Disparition. Maradona, la légende du gamin en or

Publié le par Aulnay Populaire (93)

Disparition. Maradona, la légende du gamin en or
Mythe du football mondial, l’Argentin est mort mercredi. C’est l’un des joueurs les plus charismatiques et les plus controversés de l’histoire qui nous quitte.
Diego, Dieguito, Armando Maradona n’est plus. Cette fois, celui qui frôla si souvent le fatal par ses excès mais tutoya plus que d’autres le sublime a rejoint la main tendue de Dieu. Né le 30 octobre 1960 à l’hôpital Eva Peron de Lanus, d’une famille de modestes paysans, Diego Maradona est à l’image de son pays : multiculturel. Des origines amérindiennes, italiennes, espagnoles et même croates, selon certains, coulent dans son sang. Un résumé à lui tout seul d’une Argentine où le talent n’a pas de frontières et où surtout le football n’est pas seulement roi, mais d’abord et avant tout religion christique, païenne et bruyante. Une religion qu’il va pratiquer jusqu’à l’excès durant toute sa carrière.

Des bidonvilles de Villa Fiorito au sud de la capitale Bueno Aires jusqu’à cette coupe du monde brandie en 1986, El Pibe de Oro, « le Gamin en or », aura vécu son football sans retenue, avec malice, ingéniosité, et surtout la conviction inébranlable qu’il était l’élu. Élu de Dieu pour une main de Dieu.

Car il est l’homme de la Coupe du monde, l’homme d’une Coupe du monde, celle de 1986, où son talent, déjà connu, explosa par toutes ses facettes aux yeux du monde. Comment ne pas se souvenir de ce 22 juin, de ce quart de final contre l’Angleterre. Comment oublier ces deux instants faits de magie et de sorcellerie. Magie, quand, parti un peu avant le milieu de terrain, il crocheta, accéléra, désarçonna les grands costauds britanniques pour marquer face au portier Peter Shilton. De sorcellerie aussi quand, face à ce même portier, il lui disputa, mine de rien, le ballon de la main : « La main de Dieu ». Offense que jamais le gardien de sa gracieuse Majesté ne voulut jamais lui pardonner. Qu’importe, Maradona venait de venger symboliquement et avec roublardise l’affront fait à son pays lors de la guerre des Malouines.
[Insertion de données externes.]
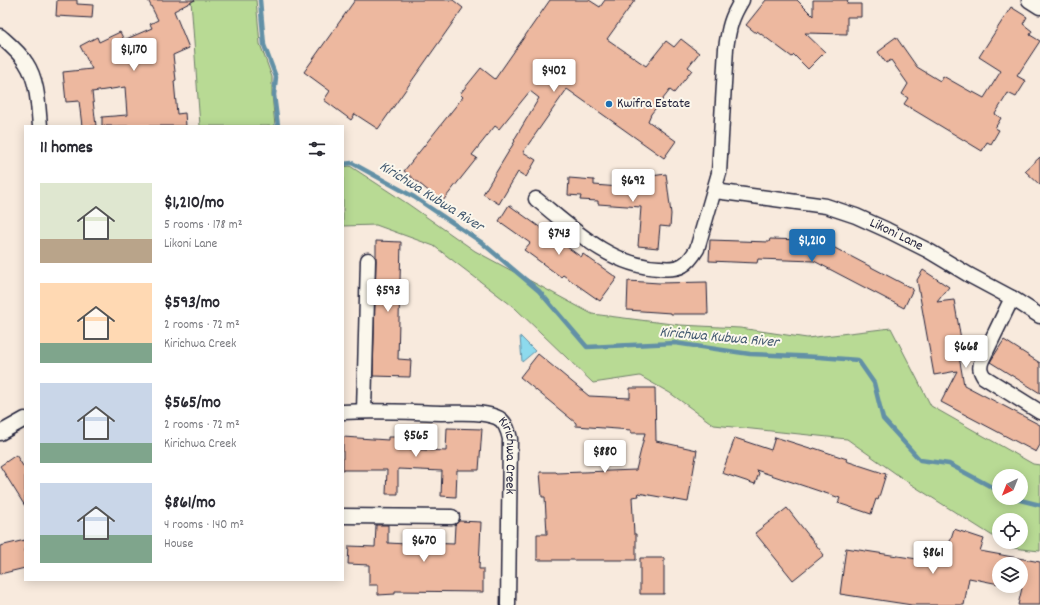 <!DOCTYPE html>
<html lang="en">
<head>
<meta charset="utf-8">
<style>
  body { margin:0; font-family:Dekko,sans-serif; background:#f7f7f7; color:#2b2b33; height:100vh; display:flex; flex-direction:column; font-size:15px; white-space:nowrap }
  * { box-sizing:border-box; margin:0 }
  p { font-size:13px; color:#7c7c81 }
  .icon { flex:none; width:22px; height:22px; fill:none; stroke:currentColor; stroke-width:2; stroke-linecap:round; stroke-linejoin:round }
  .map { position:relative; flex:1; overflow:hidden }
  .panel { position:absolute; left:24px; top:125px; width:320px; height:456px; display:flex; flex-direction:column; background:#fff; border-radius:0px; box-shadow:0 2px 10px #0003 }
  .panel>* { flex:none }
  .needle { width:26px; rotate:223deg }
  .tools { position:absolute; left:992px; top:469px; display:grid; gap:8px }
  .tools a { display:grid; place-items:center; width:36px; height:36px; border-radius:50%; background:#fff; box-shadow:0 2px 10px #0003; font-size:20px }
  .price { position:absolute; translate:-50% -34px; padding:0 9px; border-radius:4px; background:#fff; color:#222; font-size:13px; line-height:26px; filter:drop-shadow(0 1px 2px #0008) }
  .price::after { content:''; position:absolute; left:50%; top:24px; width:12px; height:9px; margin-left:-6px; background:inherit; clip-path:polygon(0 0,100% 0,50% 100%) }
  .price.current { background:#1f6fb2; color:#fff }
  ul { padding:0; list-style:none }
  li { display:flex; align-items:center; gap:12px; height:100px; padding:0 16px }
  li span { display:grid; place-items:center; flex:none; width:112px; height:80px; border-radius:0px; color:#555 }
  li>.icon { margin-inline-start:auto }
  span .icon { width:48px; height:48px; fill:#fffc; stroke-width:1 }
  li b { font-size:17px }
  h2 { display:flex; justify-content:space-between; align-items:center; height:48px; padding:0 16px; font-size:17px }
  .map>svg:first-child { display:block }
  .green { fill:#b8da94; stroke:#6d7e68; fill-rule:evenodd }
  .water { fill:#8ddaed; stroke:#6290a6 }
  .lines { fill:none; stroke-linecap:round; stroke-linejoin:round }
  .stream { stroke:#6290a6; stroke-width:4.5 }
  .building { fill:#edb89f; stroke:#22223b }
  .street-casing { stroke:#22223b; stroke-width:17 }
  .street { stroke:#fbf7ec; stroke-width:14 }
  .poi-dot { fill:#1f6fb2; stroke:#fbf7ec; stroke-width:1.5 }
  .labels { text-anchor:middle; dominant-baseline:central; stroke-width:4; stroke-linejoin:round; paint-order:stroke }
  .poi-label { font-size:14px; fill:#22223b; stroke:#fbf7ec; text-anchor:start }
  .street-label { font-size:14px; fill:#22223b; stroke:#fbf7ec }
  .water-label { font-size:15px; font-style:italic; fill:#425970; stroke:#fbf7ec }
</style>
</head>
<body>
<div class="map">
<svg width="1040" height="605" viewBox="0 0 1040 605">
  <rect width="100%" height="100%" fill="#f8eadd"/>
  <filter id="ink" filterUnits="userSpaceOnUse"><feTurbulence type="fractalNoise" baseFrequency=".025" numOctaves="2"/><feDisplacementMap in="SourceGraphic" scale="8" xChannelSelector="R" yChannelSelector="G"/><feConvolveMatrix kernelMatrix="1 2 1 2 8 2 1 2 1" color-interpolation-filters="sRGB"/></filter>
  <g filter="url(#ink)">
    <path class="green" d="M 191,0 L 256,0 L 260,44 L 272,77 L 272,94 L 275,126 L 200,126 Z
      M 350,166 L 408,204 L 475,251 L 592,314 L 680,325 L 740,328 L 807,338 L 891,328 L 931,406 L 1033,464 L 1040,465 L 1040,551 L 1012,548 L 1003,542 L 1021,542 L 1021,520 L 999,520 L 999,540 L 909,483 L 847,439 L 714,425 L 670,393 L 640,376 L 593,383 L 515,308 L 434,246 L 376,225 L 343,226 L 343,167 ZM 999,476 L 1021,476 L 1021,498 L 999,498 Z"/>
    <path class="water" d="M 520,336 L 535,351 L 522,362 Z"/>
    <g class="lines">
      <path class="stream" d="M 260,0 L 264,45 L 276,77 L 274,95 L 278,126
        M 343,164 L 352,163 L 414,197 L 481,242 L 539,291 L 587,347 L 675,343 L 750,354 L 819,357 L 858,360 L 874,383 L 883,419 L 920,460 L 949,464 L 999,491
        M 1012,498 L 1040,505"/>
    </g>
    <path class="building" d="M 57,0 L 77,0 L 77,4 L 93,5 L 92,18 L 56,16 Z
      M 148,0 L 195,0 L 174,11 L 189,48 L 173,55 L 176,80 L 174,81 L 177,114 L 185,113 L 186,126 L 102,126 L 102,117 L 127,115 L 125,87 L 92,92 L 96,126 L 82,126 L 79,101 L 66,102 L 63,72 L 92,69 L 80,46 L 97,37 L 99,42 L 120,32 L 124,40 L 152,28 L 150,24 L 158,20 Z
      M 355,0 L 453,0 L 463,8 L 378,129 L 355,114 L 351,120 L 324,100 L 330,91 L 304,72 Z
      M 550,0 L 589,0 L 600,7 L 605,0 L 635,0 L 607,39 L 646,66 L 666,41 L 674,47 L 681,39 L 699,53 L 688,67 L 692,70 L 674,93 L 670,90 L 651,114 L 648,121 L 676,141 L 664,158 L 567,89 L 523,152 L 536,160 L 526,177 L 518,172 L 499,204 L 483,194 L 515,141 L 514,140 L 539,98 L 530,91 L 499,129 L 495,126 L 472,155 L 477,158 L 442,202 L 404,171 L 463,97 L 460,94 L 481,68 L 495,79 Z
      M 766,0 L 797,0 L 813,16 L 813,0 L 848,0 L 847,4 L 861,4 L 861,17 L 847,17 L 847,34 L 805,33 L 825,52 L 808,69 L 794,55 L 792,57 L 757,31 L 756,33 L 746,25 Z
      M 1011,7 L 1027,17 L 1023,24 L 1032,31 L 1030,35 L 1040,41 L 1017,76 L 1026,81 L 1016,97 L 1008,93 L 995,114 L 1001,118 L 995,128 L 999,130 L 991,144 L 987,142 L 982,151 L 904,104 L 908,98 L 902,94 L 908,84 L 891,60 L 886,63 L 878,52 L 886,46 L 885,45 L 896,37 L 917,67 L 940,81 L 943,76 L 973,93 L 973,92 L 984,98 L 1001,71 L 979,57 Z
      M 1040,157 L 1040,185 L 1025,171 Z
      M 666,174 L 671,214 L 670,227 L 660,226 L 658,248 L 638,246 L 641,207 L 598,204 L 598,201 L 580,200 L 581,196 L 568,195 L 569,178 L 594,180 L 594,185 L 645,189 L 644,177 Z
      M 509,205 L 581,257 L 583,254 L 617,278 L 600,301 L 563,275 L 561,277 L 524,250 L 530,243 L 499,221 Z
      M 770,239 L 805,240 L 804,244 L 821,244 L 830,249 L 831,246 L 913,289 L 904,308 L 814,261 L 758,259 L 757,263 L 709,261 L 710,240 L 769,242 Z
      M 376,241 L 401,242 L 398,359 L 411,360 L 410,377 L 373,376 L 376,260 Z
      M 923,270 L 949,287 L 937,302 L 954,300 L 961,339 L 956,339 L 964,385 L 1040,425 L 1040,445 L 1036,452 L 941,402 L 957,371 L 934,375 L 917,280 Z
      M 628,281 L 659,283 L 707,282 L 708,314 L 671,314 L 671,313 L 627,310 Z
      M 1004,340 L 1040,363 L 1040,393 L 990,362 Z
      M 538,354 L 589,396 L 630,398 L 630,388 L 655,388 L 656,441 L 697,450 L 688,502 L 638,493 L 639,496 L 632,497 L 634,534 L 636,534 L 636,560 L 537,560 L 537,534 L 547,534 L 545,497 L 542,497 L 540,472 L 556,472 L 557,473 L 636,470 L 645,433 L 631,433 L 631,430 L 576,426 L 576,423 L 520,377 Z
      M 447,428 L 482,429 L 479,470 L 457,470 L 456,497 L 441,496 L 442,471 L 398,469 L 398,494 L 386,494 L 387,470 L 343,470 L 343,437 L 388,440 L 388,437 L 406,437 L 405,449 L 446,451 Z
      M 775,437 L 813,449 L 814,448 L 847,459 L 846,461 L 886,474 L 878,500 L 876,499 L 871,514 L 838,503 L 840,498 L 756,470 L 759,473 L 755,484 L 722,473 L 735,438 L 771,450 Z
      M 16,455 L 25,469 L 25,506 L 0,466 Z
      M 787,508 L 824,555 L 793,580 L 755,533 Z
      M 459,521 L 481,522 L 479,569 L 483,569 L 483,592 L 395,591 L 395,594 L 378,595 L 378,585 L 369,585 L 369,565 L 348,564 L 349,546 L 375,547 L 376,525 L 388,525 L 388,543 L 425,545 L 425,543 L 454,544 L 455,525 Z
      M 954,529 L 984,539 L 980,551 L 1040,562 L 1040,605 L 1018,605 L 1022,588 L 1009,586 L 1021,586 L 1021,564 L 999,564 L 999,584 L 969,578 L 964,605 L 912,605 L 840,594 L 846,548 L 943,563 Z
      M 25,540 L 25,568 L 0,574 L 0,546 Z
      M 640,558 L 664,558 L 664,594 L 640,594 Z"/>
    <g class="lines">
      <defs>
        <g id="street">
          <path d="M 1029,0 L 1040,7"/>
          <path d="M 0,36 C 9,44 20,53 26,63 C 38,81 38,105 40,126"/>
          <path id="s1" d="M 715,191 L 826,206 L 856,216 L 887,230 L 929,251 L 969,275 L 1012,298 L 1040,316"/>
          <path d="M 536,199 C 572,228 610,266 659,268 C 667,269 676,269 683,265 C 689,262 694,254 697,249 L 719,173 L 726,48 C 729,27 731,18 742,0"/>
          <path d="M 1012,298 L 982,360 C 979,367 980,371 984,377 L 1040,412"/>
          <path d="M 364,411 L 368,260"/>
          <path id="s2" d="M 343,412 C 376,410 408,412 441,413 C 459,413 479,411 496,417 C 505,420 508,430 510,439 L 508,605"/>
          <path d="M 0,433 L 25,419"/>
          <path d="M 343,516 L 452,517"/>
        </g>
      </defs>
      <use href="#street" class="street-casing"/>
      <use href="#street" class="street"/>
    </g>
  </g>
  <circle class="poi-dot" cx="609" cy="104" r="4"/>
  <g class="labels">
    <g class="poi-label">
      <text x="617" y="104">Kwifra Estate</text>
    </g>
    <g class="street-label">
      <text stroke="none"><textPath href="#s1" startOffset="188">Likoni Lane</textPath></text>
      <text stroke="none"><textPath href="#s2" startOffset="197">Kirichwa Creek</textPath></text>
    </g>
    <g class="water-label">
      <text transform="translate(431 197) rotate(32)">Kirichwa Kubwa River</text>
      <text transform="translate(719 338) rotate(5)">Kirichwa Kubwa River</text>
    </g>
  </g>
</svg>
<div class="tools">
<a><svg class="needle" viewBox="-14 -14 28 28"><path d="M0-13l5 13h-10z" fill="#e53935"/><path d="M0 13l5-13h-10z" fill="#7c7c81"/></svg></a>
<a><svg class="icon" aria-label="locate" viewBox="0 0 24 24"><circle cx="12" cy="12" r="6"/><path d="M12 2v4M12 18v4M2 12h4M18 12h4"/></svg></a>
<a><svg class="icon" aria-label="layers" viewBox="0 0 24 24"><path d="M12 4l9 5-9 5-9-5zM3 14l9 5 9-5"/></svg></a>
</div>
<b class="price" style="left:134px;top:72px">$1,170</b>
<b class="price" style="left:554px;top:93px">$402</b>
<b class="price" style="left:633px;top:203px">$692</b>
<b class="price" style="left:559px;top:256px">$743</b>
<b class="price current" style="left:812px;top:263px">$1,210</b>
<b class="price" style="left:388px;top:313px">$593</b>
<b class="price" style="left:966px;top:369px">$668</b>
<b class="price" style="left:416px;top:458px">$565</b>
<b class="price" style="left:605px;top:474px">$880</b>
<b class="price" style="left:424px;top:563px">$670</b>
<b class="price" style="left:933px;top:575px">$861</b>
<section class="panel">
<h2>11 homes<svg class="icon" aria-label="filters" viewBox="0 0 24 24"><path d="M4 7h16M4 17h16"/><circle cx="9" cy="7" r="2"/><circle cx="15" cy="17" r="2"/></svg></h2>
<ul>
<li><span style="background:linear-gradient(#dfe7d0 70%,#b9a48a 0)"><svg class="icon" aria-label="home" viewBox="0 0 24 24"><path d="M3 11l9-7 9 7M6 9v11h12V9"/></svg></span><div><b>$1,210/mo</b><p>5 rooms · 178 m²</p><p>Likoni Lane</p></div></li>
<li><span style="background:linear-gradient(#ffd9b3 75%,#7fa58c 0)"><svg class="icon" aria-label="home" viewBox="0 0 24 24"><path d="M3 11l9-7 9 7M6 9v11h12V9"/></svg></span><div><b>$593/mo</b><p>2 rooms · 72 m²</p><p>Kirichwa Creek</p></div></li>
<li><span style="background:linear-gradient(#c9d6e8 75%,#7fa58c 0)"><svg class="icon" aria-label="home" viewBox="0 0 24 24"><path d="M3 11l9-7 9 7M6 9v11h12V9"/></svg></span><div><b>$565/mo</b><p>2 rooms · 72 m²</p><p>Kirichwa Creek</p></div></li>
<li><span style="background:linear-gradient(#c9d6e8 65%,#7fa58c 0)"><svg class="icon" aria-label="home" viewBox="0 0 24 24"><path d="M3 11l9-7 9 7M6 9v11h12V9"/></svg></span><div><b>$861/mo</b><p>4 rooms · 140 m²</p><p>House</p></div></li>
</ul>
</section>
</div>
</body>
</html>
Dès lors, la route lui était ouverte pour arracher ce titre qu’il avait tant de fois soulevé dans ses rêves de gamin.

À 12 ans, à une télévision qui, par l’odeur alléchée du prodige et de la bête de foire, était venue l’interroger, il répondit sans équivoque et pour mettre fin à ce cirque : « J’ai deux rêves, disputer une Coupe du monde, et la remporter avec l’Argentine. » Car Diego Maradona aurait très bien pu devenir cet amuseur, un magique manieur de ballon, comme on en voit tant aujourd’hui sur la Toile. Son destin était ailleurs, sur un rectangle vert avec partenaires et adversaires.

C’est en Catalogne et à Naples qu’il découvre d’autres plaisirs

C’est à 10 ans que, poussé par cette passion, il tente, avec un copain de ruelle, sa chance aux journées de détection du club local d’Argentinos Juniors. Vite remarqué par un recruteur, il intègre l’équipe des Cebollitas (« les petits oignons »), ni plus ni moins que l’équipe junior du club. Tout va très vite, tout comme ses accélérations. Pour ses seize ans, il fait ses débuts professionnels avec l’équipe d’Argentinos Juniors et devient le leader de l’équipe. Le 27 février 1977, alors qu’il n’a même pas 17 ans, il intègre la sélection nationale. La Coupe du monde de 1978, jouée dans son pays, lui semble promise, mais César Luis Menotti, le sélectionneur, ne le retient pas, « trop jeune ». Qu’importe, en 1981, l’équipe de Boca Juniors dépense une fortune pour enlever le prodige aux Argentinos. Il n’y jouera que deux saisons, avant que le FC Barcelone ne l’enlève pour 7,3 millions de dollars.

C’est en Catalogne qu’entre arrêt pour blessures et mésentente avec son entraîneur il découvre d’autres plaisirs, ceux de la vie nocturne. Plaisirs qui le poursuivront où qu’il aille. Boites de nuit, cocaïne et bientôt fréquentations douteuses lors de son passage au Napoli mèneront cette pépite en or vers un début de purgatoire. Et alors ? Ce mercredi, le peuple football pleure un génie du ballon, un homme qui sut dire non aux institutions de son sport, mais oui à ses convictions, aussi diverses fussent-elles. Et, du purgatoire, c’est au paradis des grands talents du ballon rond qu’il retrouvera Johan Cruyff, Garrincha et quelques autres.